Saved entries
--------------------

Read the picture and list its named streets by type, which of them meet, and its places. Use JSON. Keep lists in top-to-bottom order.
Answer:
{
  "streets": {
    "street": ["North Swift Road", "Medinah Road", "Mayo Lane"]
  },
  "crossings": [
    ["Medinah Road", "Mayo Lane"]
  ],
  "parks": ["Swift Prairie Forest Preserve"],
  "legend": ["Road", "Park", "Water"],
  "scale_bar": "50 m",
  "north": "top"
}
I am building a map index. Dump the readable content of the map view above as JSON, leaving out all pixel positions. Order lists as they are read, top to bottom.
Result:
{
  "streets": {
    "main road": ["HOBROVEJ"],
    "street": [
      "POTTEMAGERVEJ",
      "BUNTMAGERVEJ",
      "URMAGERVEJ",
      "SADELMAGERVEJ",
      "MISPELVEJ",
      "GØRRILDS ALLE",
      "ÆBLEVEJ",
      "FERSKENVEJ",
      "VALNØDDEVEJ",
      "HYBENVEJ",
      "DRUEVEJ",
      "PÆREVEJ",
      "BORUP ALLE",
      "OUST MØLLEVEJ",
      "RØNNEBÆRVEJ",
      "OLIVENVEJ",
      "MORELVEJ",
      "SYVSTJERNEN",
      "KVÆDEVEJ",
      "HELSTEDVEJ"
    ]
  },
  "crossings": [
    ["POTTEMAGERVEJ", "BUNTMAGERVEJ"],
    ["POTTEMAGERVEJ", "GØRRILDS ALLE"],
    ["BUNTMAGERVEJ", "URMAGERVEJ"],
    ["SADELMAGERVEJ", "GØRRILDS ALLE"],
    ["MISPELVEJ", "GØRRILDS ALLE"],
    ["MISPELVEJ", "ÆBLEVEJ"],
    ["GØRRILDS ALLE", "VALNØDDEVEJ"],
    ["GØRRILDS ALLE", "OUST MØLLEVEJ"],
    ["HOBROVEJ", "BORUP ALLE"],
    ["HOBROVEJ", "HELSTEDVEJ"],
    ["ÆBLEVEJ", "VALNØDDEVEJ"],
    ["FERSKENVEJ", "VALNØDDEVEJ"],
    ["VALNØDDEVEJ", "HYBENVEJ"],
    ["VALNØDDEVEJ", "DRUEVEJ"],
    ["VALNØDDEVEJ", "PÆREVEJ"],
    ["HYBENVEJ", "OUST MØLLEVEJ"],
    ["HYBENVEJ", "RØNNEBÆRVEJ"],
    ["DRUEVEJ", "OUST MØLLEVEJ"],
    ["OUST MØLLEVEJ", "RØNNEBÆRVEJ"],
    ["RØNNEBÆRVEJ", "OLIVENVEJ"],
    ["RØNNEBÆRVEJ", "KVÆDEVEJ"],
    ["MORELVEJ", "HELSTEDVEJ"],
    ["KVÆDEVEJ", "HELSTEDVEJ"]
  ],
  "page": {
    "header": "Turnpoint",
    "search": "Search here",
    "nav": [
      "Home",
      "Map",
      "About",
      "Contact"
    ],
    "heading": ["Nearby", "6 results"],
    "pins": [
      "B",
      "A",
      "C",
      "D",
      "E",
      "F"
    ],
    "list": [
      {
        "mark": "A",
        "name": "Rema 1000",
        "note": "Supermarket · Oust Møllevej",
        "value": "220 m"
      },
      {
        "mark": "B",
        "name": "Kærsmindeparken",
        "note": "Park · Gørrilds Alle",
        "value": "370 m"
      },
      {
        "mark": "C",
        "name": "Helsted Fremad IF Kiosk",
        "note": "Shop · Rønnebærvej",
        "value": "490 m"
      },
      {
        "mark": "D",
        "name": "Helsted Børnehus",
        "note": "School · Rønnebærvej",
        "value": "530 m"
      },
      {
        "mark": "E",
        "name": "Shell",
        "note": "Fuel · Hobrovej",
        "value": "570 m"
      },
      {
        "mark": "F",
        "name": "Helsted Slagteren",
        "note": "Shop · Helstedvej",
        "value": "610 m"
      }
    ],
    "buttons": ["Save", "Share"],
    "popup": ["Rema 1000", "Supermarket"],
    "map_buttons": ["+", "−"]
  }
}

--------------------

Could you retype every record above exactly as given?

• [ANSWER]
Read the picture and list its named streets by type, which of them meet, and its places. Use JSON. Keep lists in top-to-bottom order.
Answer:
{
  "streets": {
    "street": ["North Swift Road", "Medinah Road", "Mayo Lane"]
  },
  "crossings": [
    ["Medinah Road", "Mayo Lane"]
  ],
  "parks": ["Swift Prairie Forest Preserve"],
  "legend": ["Road", "Park", "Water"],
  "scale_bar": "50 m",
  "north": "top"
}
I am building a map index. Dump the readable content of the map view above as JSON, leaving out all pixel positions. Order lists as they are read, top to bottom.
Result:
{
  "streets": {
    "main road": ["HOBROVEJ"],
    "street": [
      "POTTEMAGERVEJ",
      "BUNTMAGERVEJ",
      "URMAGERVEJ",
      "SADELMAGERVEJ",
      "MISPELVEJ",
      "GØRRILDS ALLE",
      "ÆBLEVEJ",
      "FERSKENVEJ",
      "VALNØDDEVEJ",
      "HYBENVEJ",
      "DRUEVEJ",
      "PÆREVEJ",
      "BORUP ALLE",
      "OUST MØLLEVEJ",
      "RØNNEBÆRVEJ",
      "OLIVENVEJ",
      "MORELVEJ",
      "SYVSTJERNEN",
      "KVÆDEVEJ",
      "HELSTEDVEJ"
    ]
  },
  "crossings": [
    ["POTTEMAGERVEJ", "BUNTMAGERVEJ"],
    ["POTTEMAGERVEJ", "GØRRILDS ALLE"],
    ["BUNTMAGERVEJ", "URMAGERVEJ"],
    ["SADELMAGERVEJ", "GØRRILDS ALLE"],
    ["MISPELVEJ", "GØRRILDS ALLE"],
    ["MISPELVEJ", "ÆBLEVEJ"],
    ["GØRRILDS ALLE", "VALNØDDEVEJ"],
    ["GØRRILDS ALLE", "OUST MØLLEVEJ"],
    ["HOBROVEJ", "BORUP ALLE"],
    ["HOBROVEJ", "HELSTEDVEJ"],
    ["ÆBLEVEJ", "VALNØDDEVEJ"],
    ["FERSKENVEJ", "VALNØDDEVEJ"],
    ["VALNØDDEVEJ", "HYBENVEJ"],
    ["VALNØDDEVEJ", "DRUEVEJ"],
    ["VALNØDDEVEJ", "PÆREVEJ"],
    ["HYBENVEJ", "OUST MØLLEVEJ"],
    ["HYBENVEJ", "RØNNEBÆRVEJ"],
    ["DRUEVEJ", "OUST MØLLEVEJ"],
    ["OUST MØLLEVEJ", "RØNNEBÆRVEJ"],
    ["RØNNEBÆRVEJ", "OLIVENVEJ"],
    ["RØNNEBÆRVEJ", "KVÆDEVEJ"],
    ["MORELVEJ", "HELSTEDVEJ"],
    ["KVÆDEVEJ", "HELSTEDVEJ"]
  ],
  "page": {
    "header": "Turnpoint",
    "search": "Search here",
    "nav": [
      "Home",
      "Map",
      "About",
      "Contact"
    ],
    "heading": ["Nearby", "6 results"],
    "pins": [
      "B",
      "A",
      "C",
      "D",
      "E",
      "F"
    ],
    "list": [
      {
        "mark": "A",
        "name": "Rema 1000",
        "note": "Supermarket · Oust Møllevej",
        "value": "220 m"
      },
      {
        "mark": "B",
        "name": "Kærsmindeparken",
        "note": "Park · Gørrilds Alle",
        "value": "370 m"
      },
      {
        "mark": "C",
        "name": "Helsted Fremad IF Kiosk",
        "note": "Shop · Rønnebærvej",
        "value": "490 m"
      },
      {
        "mark": "D",
        "name": "Helsted Børnehus",
        "note": "School · Rønnebærvej",
        "value": "530 m"
      },
      {
        "mark": "E",
        "name": "Shell",
        "note": "Fuel · Hobrovej",
        "value": "570 m"
      },
      {
        "mark": "F",
        "name": "Helsted Slagteren",
        "note": "Shop · Helstedvej",
        "value": "610 m"
      }
    ],
    "buttons": ["Save", "Share"],
    "popup": ["Rema 1000", "Supermarket"],
    "map_buttons": ["+", "−"]
  }
}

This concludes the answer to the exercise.